Below are records; the lines starting at the one with "Annotation task. Convert" and ending at the one with "Map reading. Convert" must be reproduced exactly, both included. Pictures must not appear.

Stored dataset items
◆ ◆ ◆ ◆

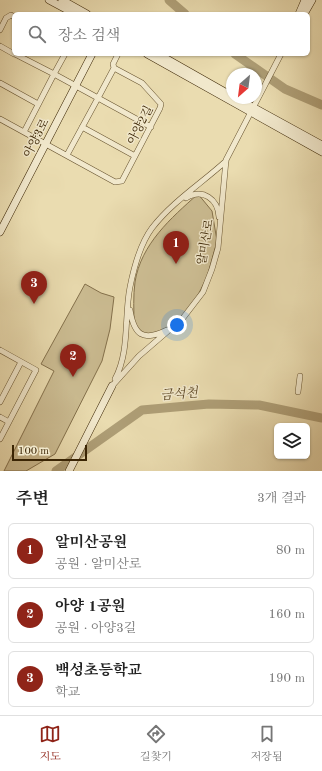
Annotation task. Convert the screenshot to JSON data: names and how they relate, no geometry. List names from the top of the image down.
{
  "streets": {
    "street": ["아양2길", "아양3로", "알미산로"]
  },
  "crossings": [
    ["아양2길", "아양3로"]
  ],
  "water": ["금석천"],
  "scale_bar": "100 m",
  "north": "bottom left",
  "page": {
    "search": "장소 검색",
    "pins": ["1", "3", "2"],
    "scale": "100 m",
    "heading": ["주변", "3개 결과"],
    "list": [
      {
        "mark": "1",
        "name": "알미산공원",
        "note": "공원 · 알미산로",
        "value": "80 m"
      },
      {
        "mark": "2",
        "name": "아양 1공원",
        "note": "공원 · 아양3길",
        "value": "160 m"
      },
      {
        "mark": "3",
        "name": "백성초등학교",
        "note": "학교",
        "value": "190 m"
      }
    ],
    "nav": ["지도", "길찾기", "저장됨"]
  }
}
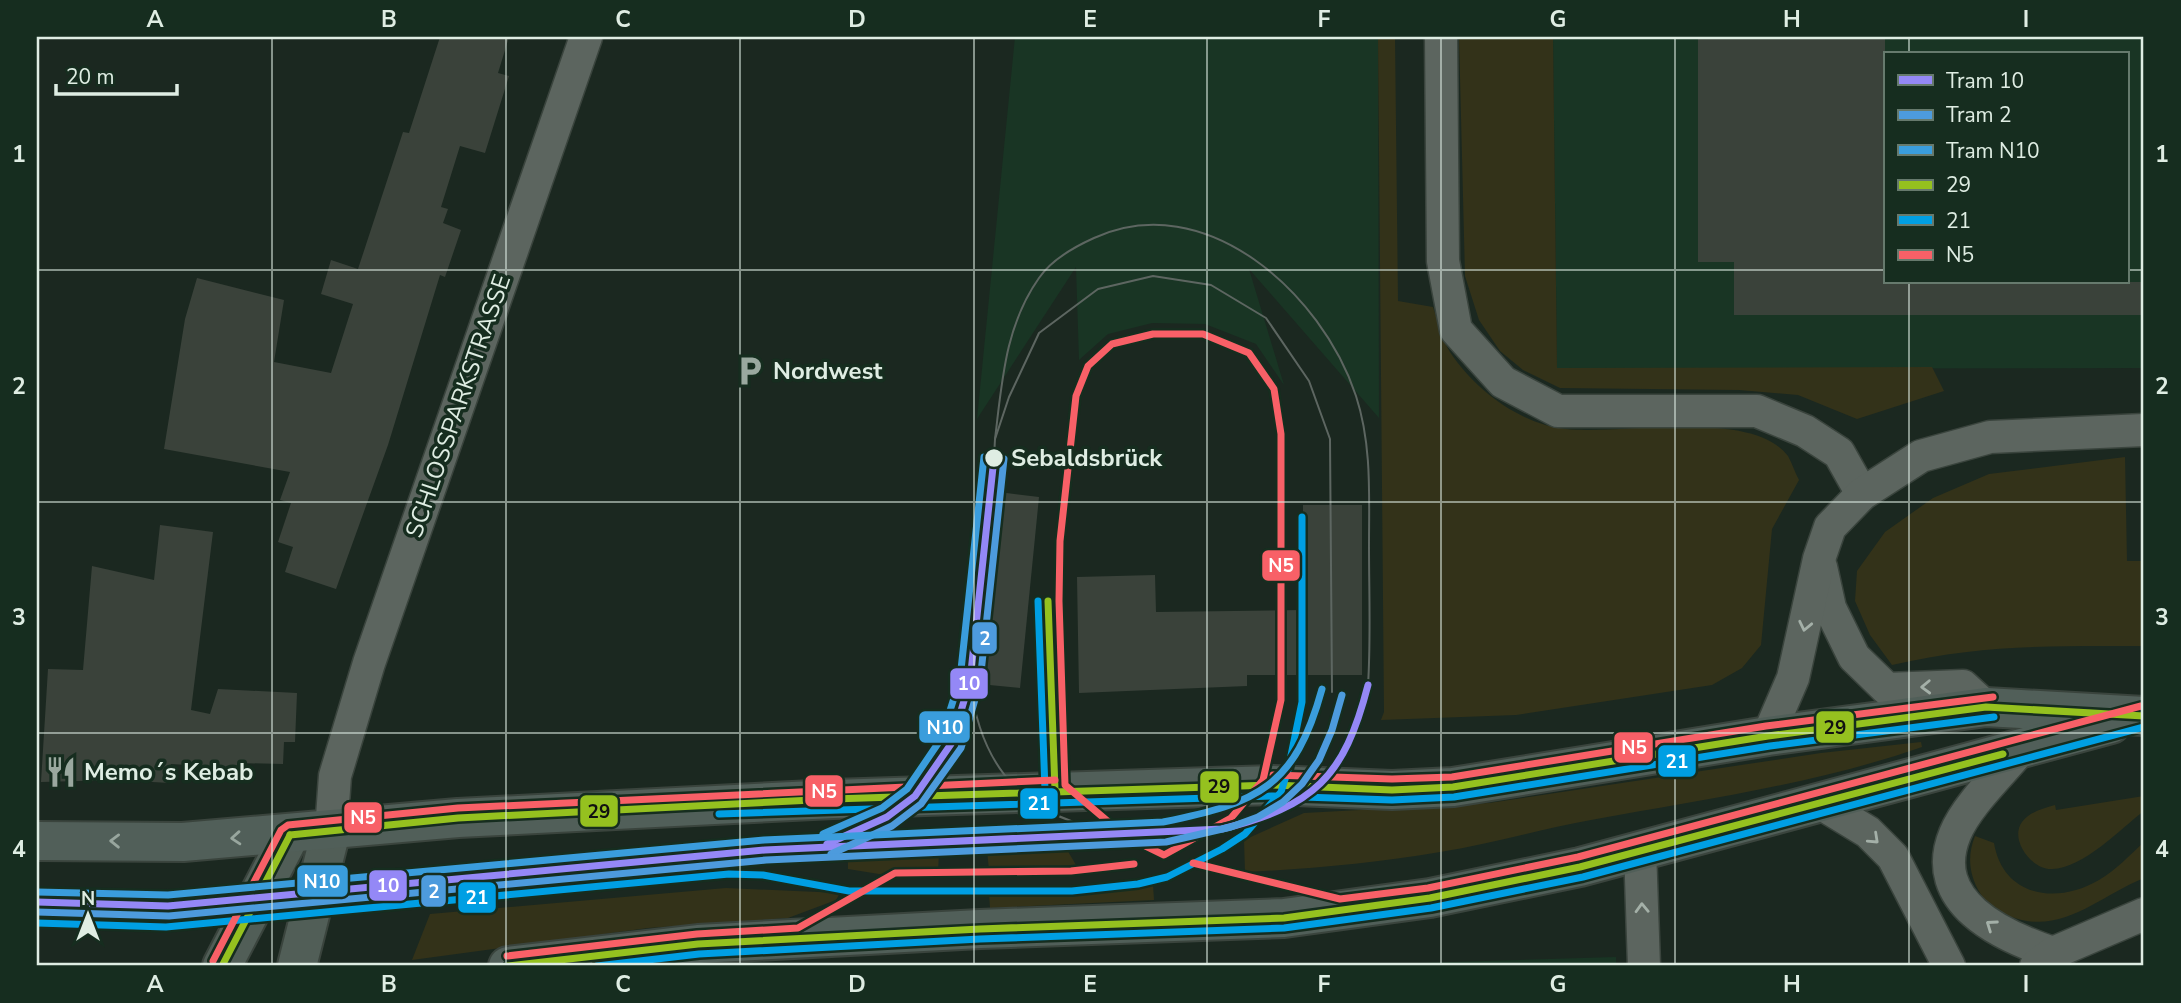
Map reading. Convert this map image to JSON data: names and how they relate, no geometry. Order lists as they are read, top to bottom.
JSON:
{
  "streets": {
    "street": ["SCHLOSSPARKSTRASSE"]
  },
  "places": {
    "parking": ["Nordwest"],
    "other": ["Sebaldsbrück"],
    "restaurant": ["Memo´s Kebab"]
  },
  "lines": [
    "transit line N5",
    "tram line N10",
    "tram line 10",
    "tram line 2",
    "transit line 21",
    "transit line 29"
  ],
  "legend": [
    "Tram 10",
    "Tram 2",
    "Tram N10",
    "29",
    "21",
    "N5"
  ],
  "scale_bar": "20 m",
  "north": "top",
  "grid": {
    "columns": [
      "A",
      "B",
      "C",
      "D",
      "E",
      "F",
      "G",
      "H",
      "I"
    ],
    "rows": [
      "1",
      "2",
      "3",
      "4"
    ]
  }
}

◆ ◆ ◆ ◆

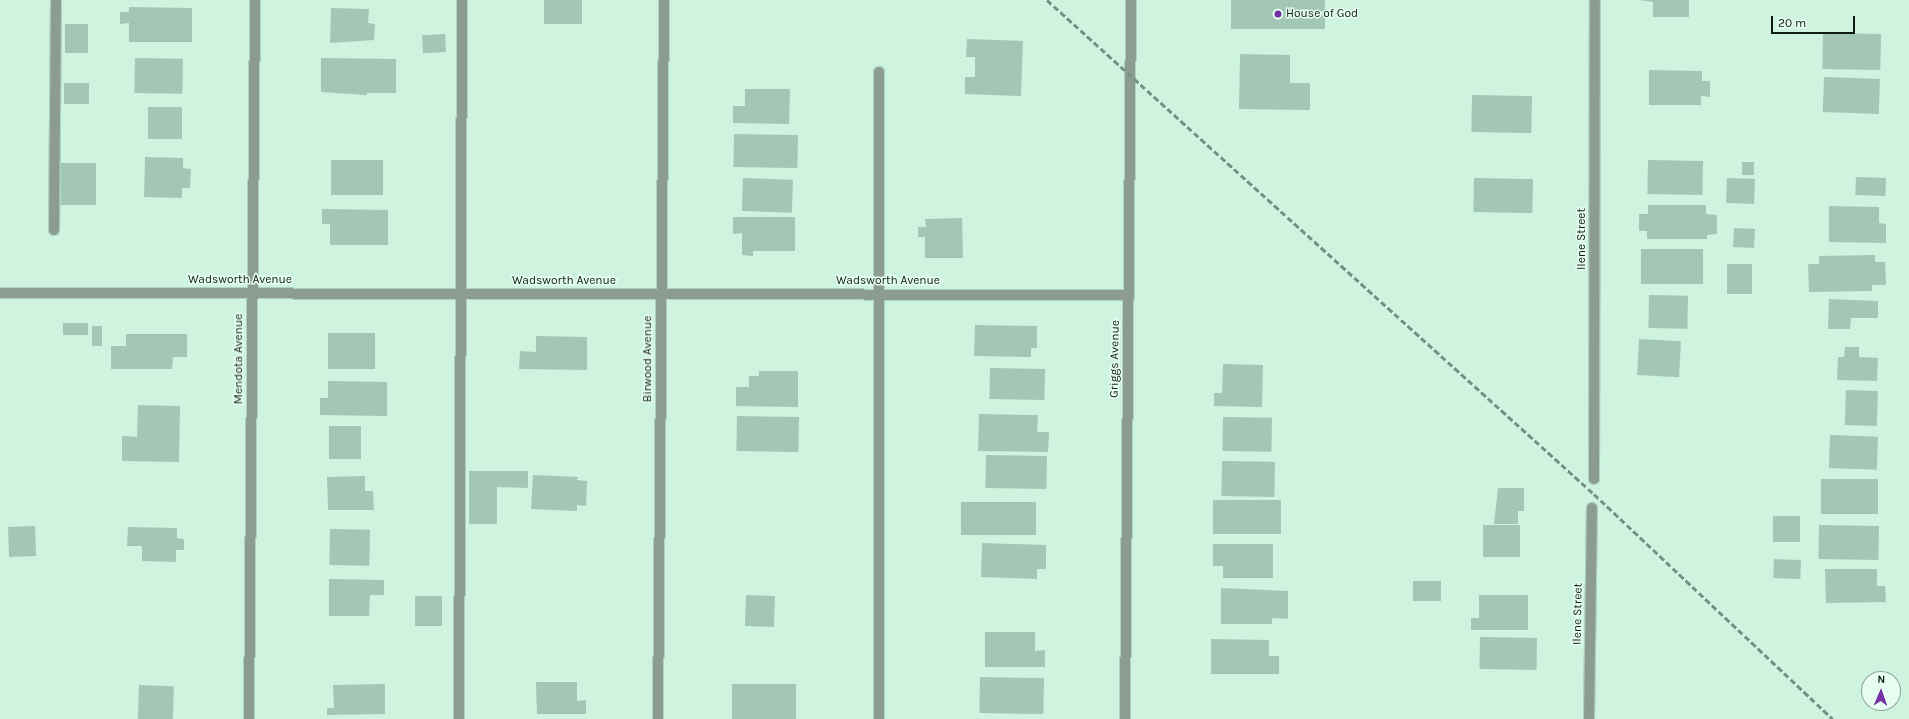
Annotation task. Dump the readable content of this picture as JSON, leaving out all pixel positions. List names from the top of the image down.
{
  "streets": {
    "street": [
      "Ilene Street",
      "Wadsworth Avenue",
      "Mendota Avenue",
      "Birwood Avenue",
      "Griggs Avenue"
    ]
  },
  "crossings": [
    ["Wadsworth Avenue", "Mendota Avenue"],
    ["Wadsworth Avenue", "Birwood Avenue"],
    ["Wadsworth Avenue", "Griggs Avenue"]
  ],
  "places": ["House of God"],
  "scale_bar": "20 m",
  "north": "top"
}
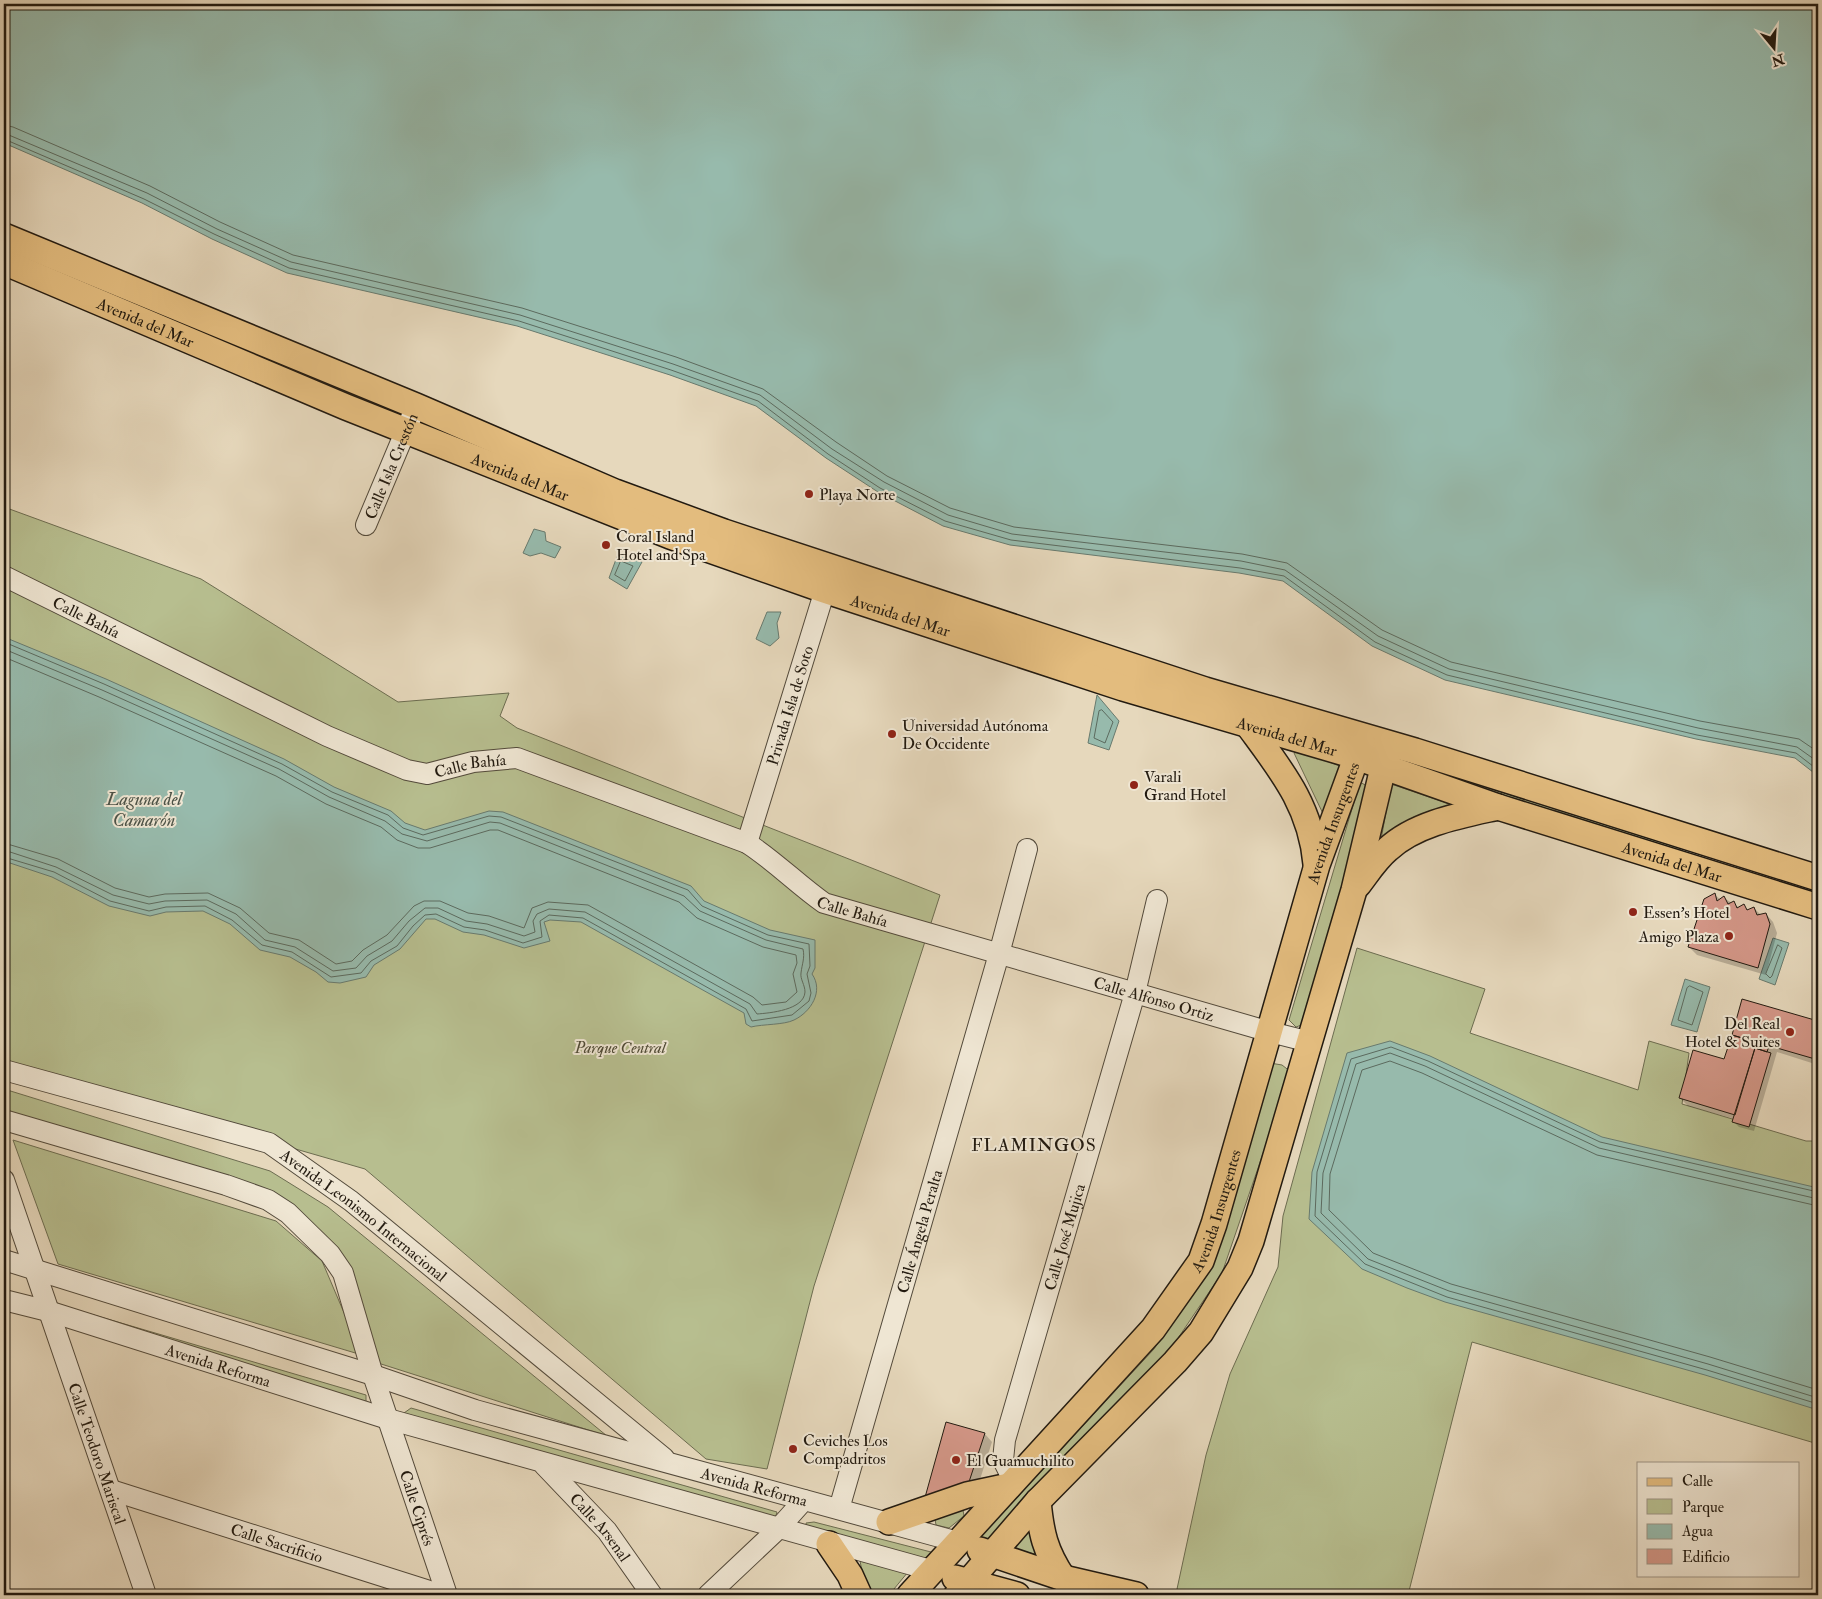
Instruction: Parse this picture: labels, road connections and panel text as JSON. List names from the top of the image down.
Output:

◆ ◆ ◆ ◆

§ **Response to the task**:
Annotation task. Convert the screenshot to JSON data: names and how they relate, no geometry. List names from the top of the image down.
{
  "streets": {
    "street": ["아양2길", "아양3로", "알미산로"]
  },
  "crossings": [
    ["아양2길", "아양3로"]
  ],
  "water": ["금석천"],
  "scale_bar": "100 m",
  "north": "bottom left",
  "page": {
    "search": "장소 검색",
    "pins": ["1", "3", "2"],
    "scale": "100 m",
    "heading": ["주변", "3개 결과"],
    "list": [
      {
        "mark": "1",
        "name": "알미산공원",
        "note": "공원 · 알미산로",
        "value": "80 m"
      },
      {
        "mark": "2",
        "name": "아양 1공원",
        "note": "공원 · 아양3길",
        "value": "160 m"
      },
      {
        "mark": "3",
        "name": "백성초등학교",
        "note": "학교",
        "value": "190 m"
      }
    ],
    "nav": ["지도", "길찾기", "저장됨"]
  }
}
Map reading. Convert this map image to JSON data: names and how they relate, no geometry. Order lists as they are read, top to bottom.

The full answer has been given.